Mr. Day completed 30 years of service with The State of Florida on May 31, 2023 and 38 years of service as a member of the Florida Bar on February 1, 2024. Further, prior to retiring, he served on law and mediator boards and committees, joined in mediator ethics advisory opinions, contributed to legal, mediation, and risk management publications, and provided pro bono services for many years.
Mr. Day joined the field of dispute resolution upon observing the psychological trauma and the financial burden that individuals, businesses, and governments sustain during protracted litigation. He has worked with decision makers as a third-party intermediary to resolve disputes in a forward-looking manner, and to develop adaptive practices to mitigate and manage immediate, mid-range, and transferred risks. And he worked with parties to build unities of interest and effort, resiliency, and value-added outcomes. Additionally, he worked to preserve relationships when mutually beneficial.
Mr. Day completed his legal studies at the University of Oregon, where he attained his Juris Doctorate, gained the Outstanding Advocate (Mock Trial) Award, was certificated in environmental and ocean and coastal law, and was admitted to the Chase Inn of Phi Delta Phi legal honor society. He earned a bachelor’s degree from Cornell University, where he learned from distinguished scholars in the fields of literature, anthropology, and education. Over the course of his career, he was certificated in negotiation through the Program on Negotiation at Harvard Law School, entrepreneurship through the London School of Economics, environmental law through the Vermont Law School, climate emergency through the Saïd and Smith Colleges at Oxford University, leadership coaching through HEC Paris, and crisis management through the Yale School of Management. Further, Mr. Day was honored with the Albert Nelson Marquis Lifetime Achievement Award.
Mr. Day is a life fellow of the American Bar Foundation, a life fellow of the Royal Society of the Arts, a life member of Phi Delta Phi, and an alumni of the American Inns of Court and Delta Kappa Epsilon.
However, Mr. Day, unbound, strived to facilitate effective, lawful, ethical processes, and to listen, reflect, and ask difficult questions, as well as to encourage critical thinking to manage conflict.
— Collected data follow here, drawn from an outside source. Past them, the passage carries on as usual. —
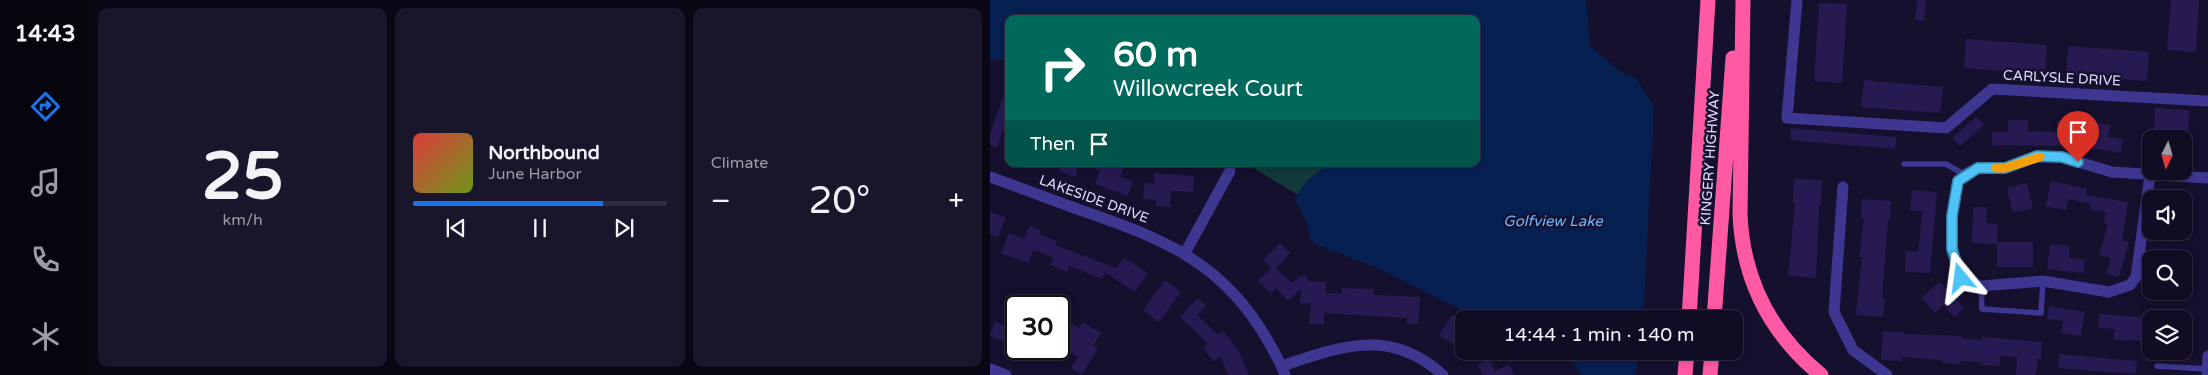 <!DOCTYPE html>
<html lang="en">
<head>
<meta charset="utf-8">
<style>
  body { margin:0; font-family:"Varela Round",sans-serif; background:#19152b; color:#f1f3f6; height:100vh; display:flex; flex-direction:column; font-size:19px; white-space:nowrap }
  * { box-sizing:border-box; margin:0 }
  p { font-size:16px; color:#9c9ba6 }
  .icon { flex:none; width:28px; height:28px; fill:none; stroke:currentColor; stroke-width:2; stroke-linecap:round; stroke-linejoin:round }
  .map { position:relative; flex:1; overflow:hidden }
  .side { display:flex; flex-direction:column; gap:8px; padding:8px; background:#090713; width:900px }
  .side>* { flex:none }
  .guide { position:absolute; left:15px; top:15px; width:475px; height:152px; border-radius:10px; box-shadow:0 2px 8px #0003,0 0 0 1px #302c41; background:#00695c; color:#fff; overflow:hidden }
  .needle { width:32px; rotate:185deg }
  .fabs { position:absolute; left:1152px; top:130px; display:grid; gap:10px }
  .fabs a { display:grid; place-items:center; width:50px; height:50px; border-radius:10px; background:#100c23; box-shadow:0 2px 8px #0003,0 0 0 1px #302c41; font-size:25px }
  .speed { position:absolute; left:15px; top:295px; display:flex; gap:10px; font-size:25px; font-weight:700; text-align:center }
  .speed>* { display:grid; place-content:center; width:65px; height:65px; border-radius:50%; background:#100c23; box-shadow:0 2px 8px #0003,0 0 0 1px #302c41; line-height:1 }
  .speed .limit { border:2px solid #111; border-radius:8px; background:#fff; color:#111 }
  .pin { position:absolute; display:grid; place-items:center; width:42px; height:42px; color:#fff; margin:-51px -21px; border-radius:50% 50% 50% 0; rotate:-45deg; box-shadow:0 0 5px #0007 }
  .pin .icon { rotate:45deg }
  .me { position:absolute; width:55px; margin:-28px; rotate:344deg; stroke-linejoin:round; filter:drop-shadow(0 0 4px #0008) }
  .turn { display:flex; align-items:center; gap:18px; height:105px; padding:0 25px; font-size:22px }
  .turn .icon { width:65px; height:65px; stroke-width:2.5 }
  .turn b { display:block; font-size:35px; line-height:42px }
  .then { display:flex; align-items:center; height:48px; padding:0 25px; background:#0003; gap:10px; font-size:19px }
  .big { font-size:38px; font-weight:600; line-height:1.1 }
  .side .widget { flex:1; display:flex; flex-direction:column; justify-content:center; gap:8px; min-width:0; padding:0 18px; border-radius:10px; background:#19152b }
  .side .dial { align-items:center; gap:0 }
  .dial b { font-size:65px; line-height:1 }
  .song { display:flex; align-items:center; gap:15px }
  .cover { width:60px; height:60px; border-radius:8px; background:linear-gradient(135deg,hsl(0 70% 55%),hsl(80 70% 35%)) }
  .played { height:5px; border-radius:2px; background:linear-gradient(90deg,#1a73e8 75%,#302c41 75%) }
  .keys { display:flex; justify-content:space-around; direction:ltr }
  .heat { display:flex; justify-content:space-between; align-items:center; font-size:28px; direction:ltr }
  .side .tiles { flex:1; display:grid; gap:8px; grid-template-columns:repeat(3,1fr) }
  .trip { position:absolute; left:465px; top:310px; width:288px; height:50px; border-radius:10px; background:#100c23; box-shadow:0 2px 8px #0003,0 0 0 1px #302c41; font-weight:600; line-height:50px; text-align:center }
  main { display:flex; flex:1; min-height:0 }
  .menu { display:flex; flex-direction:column; width:90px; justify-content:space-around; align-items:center; background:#06050e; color:#9c9ba6 }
  .menu .icon { width:35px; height:35px }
  .menu .selected { color:#1a73e8 }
  .menu b { font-size:22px; color:#f1f3f6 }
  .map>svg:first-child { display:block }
  .green { fill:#123a3a }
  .water { fill:#062052 }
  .building { fill:#271a52 }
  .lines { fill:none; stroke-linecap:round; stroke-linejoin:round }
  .lane { stroke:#3d3792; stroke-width:5.5 }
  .street { stroke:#3d3792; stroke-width:11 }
  .highway { stroke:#ff59a4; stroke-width:15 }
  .route-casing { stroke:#337fa1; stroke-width:12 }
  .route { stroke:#4fc3f7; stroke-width:9 }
  .slow { stroke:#f59e0b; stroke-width:9 }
  .labels { text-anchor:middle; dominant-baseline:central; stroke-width:5; stroke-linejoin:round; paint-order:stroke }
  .street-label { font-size:14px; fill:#e3deff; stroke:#16102f }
  .water-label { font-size:15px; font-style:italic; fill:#6cb7ff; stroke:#16102f }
</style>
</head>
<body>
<main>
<nav class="menu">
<b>14:43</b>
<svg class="icon selected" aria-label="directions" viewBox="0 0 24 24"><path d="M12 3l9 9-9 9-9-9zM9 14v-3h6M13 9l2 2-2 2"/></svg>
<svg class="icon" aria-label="music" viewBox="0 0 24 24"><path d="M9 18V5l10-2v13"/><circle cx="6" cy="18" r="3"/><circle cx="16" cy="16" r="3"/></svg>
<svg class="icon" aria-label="phone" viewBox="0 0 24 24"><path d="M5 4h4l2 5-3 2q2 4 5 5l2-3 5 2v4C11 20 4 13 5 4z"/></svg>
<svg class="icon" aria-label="climate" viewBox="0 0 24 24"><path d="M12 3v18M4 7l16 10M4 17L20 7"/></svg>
</nav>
<section class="side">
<div class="tiles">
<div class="widget dial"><b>25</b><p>km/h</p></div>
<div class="widget">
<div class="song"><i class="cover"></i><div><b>Northbound</b><p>June Harbor</p></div></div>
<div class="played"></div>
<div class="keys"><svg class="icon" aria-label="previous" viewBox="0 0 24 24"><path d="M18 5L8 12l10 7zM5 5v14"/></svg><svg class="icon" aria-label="pause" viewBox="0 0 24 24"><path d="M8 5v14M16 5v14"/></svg><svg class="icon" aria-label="next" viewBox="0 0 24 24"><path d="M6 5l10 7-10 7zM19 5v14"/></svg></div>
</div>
<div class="widget"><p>Climate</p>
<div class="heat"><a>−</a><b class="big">20°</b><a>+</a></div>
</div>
</div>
</section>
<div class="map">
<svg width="1218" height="375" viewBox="0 0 1218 375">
  <rect width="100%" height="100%" fill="#16102f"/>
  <path class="green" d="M 257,164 L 339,164 L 317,180 L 308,195 Z"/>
  <path class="water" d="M 0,0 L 596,0 L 600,46 L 631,72 L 646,78 L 663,105 L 663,129 L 653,319 L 490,319 L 390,269 L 325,244 L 320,238 L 318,225 L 305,199 L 317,180 L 339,164 L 486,164 L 486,19 L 400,19 L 388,16 L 354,19 L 19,19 L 19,64 L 17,60 L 0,60 Z
    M 568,351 L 650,351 L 645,375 L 592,375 L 577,357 Z"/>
  <path class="building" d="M 927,0 L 936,0 L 934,21 L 925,20 Z
    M 1181,0 L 1209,0 L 1206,52 L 1177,50 Z
    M 829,3 L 857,4 L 852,83 L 824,81 Z
    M 976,39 L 1057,45 L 1055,74 L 974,68 Z
    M 1078,46 L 1159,52 L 1157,81 L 1076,75 Z
    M 874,80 L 953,87 L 950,113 L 871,107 Z
    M 17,85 L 19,132 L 13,130 L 7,148 L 0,145 L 0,135 Z
    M 1165,108 L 1199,110 L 1198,139 L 1163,139 Z
    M 986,117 L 994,125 L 970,146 L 962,138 Z
    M 1018,120 L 1038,120 L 1038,131 L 1067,132 L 1067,120 L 1092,120 L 1120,125 L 1118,137 L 1133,139 L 1131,153 L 1089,146 L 1002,145 L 1002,132 L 1018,132 Z
    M 801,128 L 906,137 L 905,149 L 800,140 Z
    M 72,164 L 90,164 L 85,177 L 69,171 Z
    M 93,164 L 135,164 L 130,177 L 143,181 L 138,196 L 105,184 L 110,171 Z
    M 165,173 L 204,176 L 203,192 L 181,191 L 180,207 L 166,206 L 166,200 L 153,199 L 154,183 L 164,184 Z
    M 804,179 L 832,180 L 831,205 L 829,205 L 826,278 L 798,276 L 805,203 L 803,203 Z
    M 1061,181 L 1097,189 L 1096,195 L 1138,202 L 1132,240 L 1139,242 L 1129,277 L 1116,274 L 1121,258 L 1109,255 L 1118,224 L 1114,223 L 1116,212 L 1100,210 L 1101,204 L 1078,199 L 1076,210 L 1056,206 Z
    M 1037,183 L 1043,208 L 1023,213 L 1017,188 Z
    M 922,190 L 947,192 L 940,273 L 915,272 L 916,251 L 928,252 L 930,236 L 932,211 L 920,210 Z
    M 872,199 L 901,201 L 900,220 L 898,220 L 892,299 L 895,299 L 893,317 L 866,315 L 872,257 L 869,257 L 874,218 L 871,218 Z
    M 983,207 L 997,207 L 996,223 L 1008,224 L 1007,242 L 1043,242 L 1043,267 L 1007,267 L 1007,244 L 982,243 Z
    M 0,212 L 16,217 L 8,237 L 0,234 Z
    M 39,226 L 51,230 L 49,234 L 67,241 L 65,245 L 126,268 L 134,258 L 158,273 L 145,292 L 115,272 L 112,279 L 80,266 L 77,272 L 60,265 L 63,257 L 43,250 L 38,263 L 11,253 L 19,233 L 34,239 Z
    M 1170,231 L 1184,231 L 1183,242 L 1170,241 Z
    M 290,243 L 300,253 L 286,268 L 302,283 L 310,276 L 317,276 L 317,281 L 336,282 L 336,293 L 352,294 L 352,288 L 384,289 L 384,295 L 430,297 L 428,324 L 417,324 L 417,318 L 334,313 L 334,325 L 319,324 L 321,303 L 310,303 L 311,289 L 298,301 L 286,288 L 281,293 L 268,281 L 281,268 L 273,260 Z
    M 1060,244 L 1080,246 L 1079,258 L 1095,260 L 1093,273 L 1057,269 Z
    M 175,280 L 191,292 L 169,322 L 153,310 Z
    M 948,283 L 951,283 L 974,308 L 964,317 L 953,305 L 945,313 L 931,298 Z
    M 208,298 L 216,306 L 207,315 L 228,335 L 233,331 L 249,351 L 259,375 L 238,375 L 230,356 L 224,362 L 213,348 L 218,344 L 190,317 Z
    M 1059,306 L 1095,312 L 1091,336 L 1071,333 L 1073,321 L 1057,319 Z
    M 1109,314 L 1161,318 L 1161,341 L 1124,340 L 1124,329 L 1108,328 Z
    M 462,315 L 474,322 L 474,352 L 449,335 Z
    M 5,321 L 26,332 L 21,345 L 0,336 Z
    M 93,322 L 111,333 L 103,346 L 108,349 L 92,374 L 81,368 L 88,357 L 69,346 L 83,324 L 89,328 Z
    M 893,331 L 913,332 L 913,334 L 972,336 L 971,338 L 991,340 L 992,337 L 1052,342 L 1051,359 L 1048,358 L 1046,375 L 1026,375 L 1027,357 L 1010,356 L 1010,366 L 991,365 L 991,362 L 970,361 L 970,364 L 952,363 L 952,360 L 911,357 L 911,361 L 891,360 Z
    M 31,349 L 58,349 L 54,358 Z
    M 1069,354 L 1147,361 L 1146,374 L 1068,368 Z
    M 499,359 L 505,371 L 519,364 L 524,375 L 493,375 L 487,365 Z"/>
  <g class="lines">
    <path class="lane" d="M 914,164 L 956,164 L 975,175
      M 991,286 L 992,309 L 1051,313 L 1053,281
      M 1167,366 L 1217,369"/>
    <path class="street" d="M 807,0 L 797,118 L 956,128 L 1002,89 L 1218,101
      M 1160,175 L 1146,277 L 1140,285 L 1119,292 L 1053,281 L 991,286 L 971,278 L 962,249 L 962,216 L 968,181 L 977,173 L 988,168 L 1015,168 L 1047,157 L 1072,157 L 1122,172 L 1218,178
      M 0,177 C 31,188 62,200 93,211 C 174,239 234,263 278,341 C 284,352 291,363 295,375
      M 853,187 L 844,312 L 863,350 L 897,375
      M 195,253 L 240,171
      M 292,366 C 352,346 399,327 453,375
      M 0,369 L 16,375
      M 1217,375 L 1218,356"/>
    <path class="highway" d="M 753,0 L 750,215 C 753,280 781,334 831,375
      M 699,319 L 718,0
      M 724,319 L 743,58
      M 695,375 L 697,351
      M 720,375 L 722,351"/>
  </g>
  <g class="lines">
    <defs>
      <path id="route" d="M 971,278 L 962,249 L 962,216 L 968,181 L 988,168 L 1015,168 L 1047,156 L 1072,157 L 1088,162"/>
    </defs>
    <use href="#route" class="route-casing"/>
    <use href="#route" class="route"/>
    <path class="slow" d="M 1006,168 L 1015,168 L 1050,157"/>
  </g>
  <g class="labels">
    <g class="street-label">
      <text transform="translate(1072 78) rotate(3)">CARLYSLE DRIVE</text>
      <text transform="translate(720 158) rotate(-86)">KINGERY HIGHWAY</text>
      <text transform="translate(104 199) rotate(20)">LAKESIDE DRIVE</text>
    </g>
    <g class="water-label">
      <text x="563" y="221">Golfview Lake</text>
    </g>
  </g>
</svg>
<div class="fabs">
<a><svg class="needle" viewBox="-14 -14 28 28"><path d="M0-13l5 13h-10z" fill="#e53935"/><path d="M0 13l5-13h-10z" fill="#9c9ba6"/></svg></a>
<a><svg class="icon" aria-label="sound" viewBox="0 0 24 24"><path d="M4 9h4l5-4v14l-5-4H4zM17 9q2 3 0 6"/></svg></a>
<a><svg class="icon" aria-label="search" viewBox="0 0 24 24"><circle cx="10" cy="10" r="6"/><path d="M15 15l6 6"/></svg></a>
<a><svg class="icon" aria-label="layers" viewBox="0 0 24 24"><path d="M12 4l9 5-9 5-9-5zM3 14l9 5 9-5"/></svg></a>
</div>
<div class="speed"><div class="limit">30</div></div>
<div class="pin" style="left:1088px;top:162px;background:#d93025"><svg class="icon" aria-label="arrive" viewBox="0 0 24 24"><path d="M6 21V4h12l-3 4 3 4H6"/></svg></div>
<svg class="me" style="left:971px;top:278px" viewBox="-20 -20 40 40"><path d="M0-17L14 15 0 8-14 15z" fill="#4fc3f7" stroke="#fff" stroke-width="4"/></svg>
<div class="trip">14:44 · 1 min · 140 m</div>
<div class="guide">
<div class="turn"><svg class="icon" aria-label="right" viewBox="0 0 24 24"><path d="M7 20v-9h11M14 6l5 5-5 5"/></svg><div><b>60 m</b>Willowcreek Court</div></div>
<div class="then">Then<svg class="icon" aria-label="arrive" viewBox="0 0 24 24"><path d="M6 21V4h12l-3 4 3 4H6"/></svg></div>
</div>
</div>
</main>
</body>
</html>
Away from the conference room, he has been happy to recollect over freshly brewed coffee; fishing for grayling on the Alaska tundra, wild trout in the fast running waters flowing off Mount Kilimanjaro, and tarpon in the Boca Grande Pass; as well as whale watching in the Azores; backpacking across Europe; ballooning over Masai Mara; white water rafting in the Himalayas; diving with reef sharks in Moorea; skydiving over Seneca Lake; crossing the Drake in an expedition ship; and other resiliency building activities.